### Instructions for the task
Without any alteration, retype the records that appear below.

### Data shown
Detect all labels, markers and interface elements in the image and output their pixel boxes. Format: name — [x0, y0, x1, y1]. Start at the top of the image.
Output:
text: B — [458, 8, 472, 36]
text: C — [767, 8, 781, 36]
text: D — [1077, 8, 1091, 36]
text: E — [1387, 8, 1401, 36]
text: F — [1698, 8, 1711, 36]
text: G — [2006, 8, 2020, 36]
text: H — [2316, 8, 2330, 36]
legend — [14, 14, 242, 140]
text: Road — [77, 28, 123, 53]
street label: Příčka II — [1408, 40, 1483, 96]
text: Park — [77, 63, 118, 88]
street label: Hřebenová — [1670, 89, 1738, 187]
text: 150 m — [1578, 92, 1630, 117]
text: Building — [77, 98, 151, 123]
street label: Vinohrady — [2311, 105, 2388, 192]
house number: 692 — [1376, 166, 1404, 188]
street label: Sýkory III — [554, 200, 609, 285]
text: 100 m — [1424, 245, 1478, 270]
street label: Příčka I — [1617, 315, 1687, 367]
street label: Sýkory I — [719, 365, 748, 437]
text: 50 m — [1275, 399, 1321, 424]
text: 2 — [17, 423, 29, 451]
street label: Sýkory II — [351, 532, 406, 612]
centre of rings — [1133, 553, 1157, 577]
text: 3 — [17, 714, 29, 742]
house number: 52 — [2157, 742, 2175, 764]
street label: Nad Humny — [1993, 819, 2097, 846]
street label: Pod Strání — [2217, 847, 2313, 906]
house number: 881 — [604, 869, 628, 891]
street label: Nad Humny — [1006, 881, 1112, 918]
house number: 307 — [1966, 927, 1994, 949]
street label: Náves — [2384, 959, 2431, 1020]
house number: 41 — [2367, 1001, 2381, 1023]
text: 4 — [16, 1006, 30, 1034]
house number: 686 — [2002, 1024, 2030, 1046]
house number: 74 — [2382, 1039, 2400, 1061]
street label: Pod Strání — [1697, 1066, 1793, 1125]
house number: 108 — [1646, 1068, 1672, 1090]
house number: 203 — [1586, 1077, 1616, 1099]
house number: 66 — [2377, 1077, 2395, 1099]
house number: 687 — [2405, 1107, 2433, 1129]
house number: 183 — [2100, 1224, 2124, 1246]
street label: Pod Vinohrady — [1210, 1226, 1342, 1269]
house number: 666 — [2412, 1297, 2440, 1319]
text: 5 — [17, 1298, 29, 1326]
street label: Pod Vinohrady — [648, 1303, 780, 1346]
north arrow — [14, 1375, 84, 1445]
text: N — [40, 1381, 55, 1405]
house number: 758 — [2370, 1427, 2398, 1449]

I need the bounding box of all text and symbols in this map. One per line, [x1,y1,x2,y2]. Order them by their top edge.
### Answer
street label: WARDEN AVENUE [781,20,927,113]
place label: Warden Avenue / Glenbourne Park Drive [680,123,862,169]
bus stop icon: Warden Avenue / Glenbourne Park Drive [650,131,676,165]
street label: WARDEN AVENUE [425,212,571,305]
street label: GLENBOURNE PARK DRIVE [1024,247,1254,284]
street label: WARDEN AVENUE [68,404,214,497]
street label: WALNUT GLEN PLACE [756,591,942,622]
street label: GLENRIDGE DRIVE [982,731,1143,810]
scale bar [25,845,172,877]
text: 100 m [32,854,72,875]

### Answer space
Detect all labels, markers and interface elements in the image and output their pixel boxes. Format: name — [x0, y0, x1, y1]. Start at the top of the image.
Output:
text: B — [458, 8, 472, 36]
text: C — [767, 8, 781, 36]
text: D — [1077, 8, 1091, 36]
text: E — [1387, 8, 1401, 36]
text: F — [1698, 8, 1711, 36]
text: G — [2006, 8, 2020, 36]
text: H — [2316, 8, 2330, 36]
legend — [14, 14, 242, 140]
text: Road — [77, 28, 123, 53]
street label: Příčka II — [1408, 40, 1483, 96]
text: Park — [77, 63, 118, 88]
street label: Hřebenová — [1670, 89, 1738, 187]
text: 150 m — [1578, 92, 1630, 117]
text: Building — [77, 98, 151, 123]
street label: Vinohrady — [2311, 105, 2388, 192]
house number: 692 — [1376, 166, 1404, 188]
street label: Sýkory III — [554, 200, 609, 285]
text: 100 m — [1424, 245, 1478, 270]
street label: Příčka I — [1617, 315, 1687, 367]
street label: Sýkory I — [719, 365, 748, 437]
text: 50 m — [1275, 399, 1321, 424]
text: 2 — [17, 423, 29, 451]
street label: Sýkory II — [351, 532, 406, 612]
centre of rings — [1133, 553, 1157, 577]
text: 3 — [17, 714, 29, 742]
house number: 52 — [2157, 742, 2175, 764]
street label: Nad Humny — [1993, 819, 2097, 846]
street label: Pod Strání — [2217, 847, 2313, 906]
house number: 881 — [604, 869, 628, 891]
street label: Nad Humny — [1006, 881, 1112, 918]
house number: 307 — [1966, 927, 1994, 949]
street label: Náves — [2384, 959, 2431, 1020]
house number: 41 — [2367, 1001, 2381, 1023]
text: 4 — [16, 1006, 30, 1034]
house number: 686 — [2002, 1024, 2030, 1046]
house number: 74 — [2382, 1039, 2400, 1061]
street label: Pod Strání — [1697, 1066, 1793, 1125]
house number: 108 — [1646, 1068, 1672, 1090]
house number: 203 — [1586, 1077, 1616, 1099]
house number: 66 — [2377, 1077, 2395, 1099]
house number: 687 — [2405, 1107, 2433, 1129]
house number: 183 — [2100, 1224, 2124, 1246]
street label: Pod Vinohrady — [1210, 1226, 1342, 1269]
house number: 666 — [2412, 1297, 2440, 1319]
text: 5 — [17, 1298, 29, 1326]
street label: Pod Vinohrady — [648, 1303, 780, 1346]
north arrow — [14, 1375, 84, 1445]
text: N — [40, 1381, 55, 1405]
house number: 758 — [2370, 1427, 2398, 1449]

I need the bounding box of all text and symbols in this map. One per line, [x1,y1,x2,y2]. Order them by their top edge.
### Answer
street label: WARDEN AVENUE [781,20,927,113]
place label: Warden Avenue / Glenbourne Park Drive [680,123,862,169]
bus stop icon: Warden Avenue / Glenbourne Park Drive [650,131,676,165]
street label: WARDEN AVENUE [425,212,571,305]
street label: GLENBOURNE PARK DRIVE [1024,247,1254,284]
street label: WARDEN AVENUE [68,404,214,497]
street label: WALNUT GLEN PLACE [756,591,942,622]
street label: GLENRIDGE DRIVE [982,731,1143,810]
scale bar [25,845,172,877]
text: 100 m [32,854,72,875]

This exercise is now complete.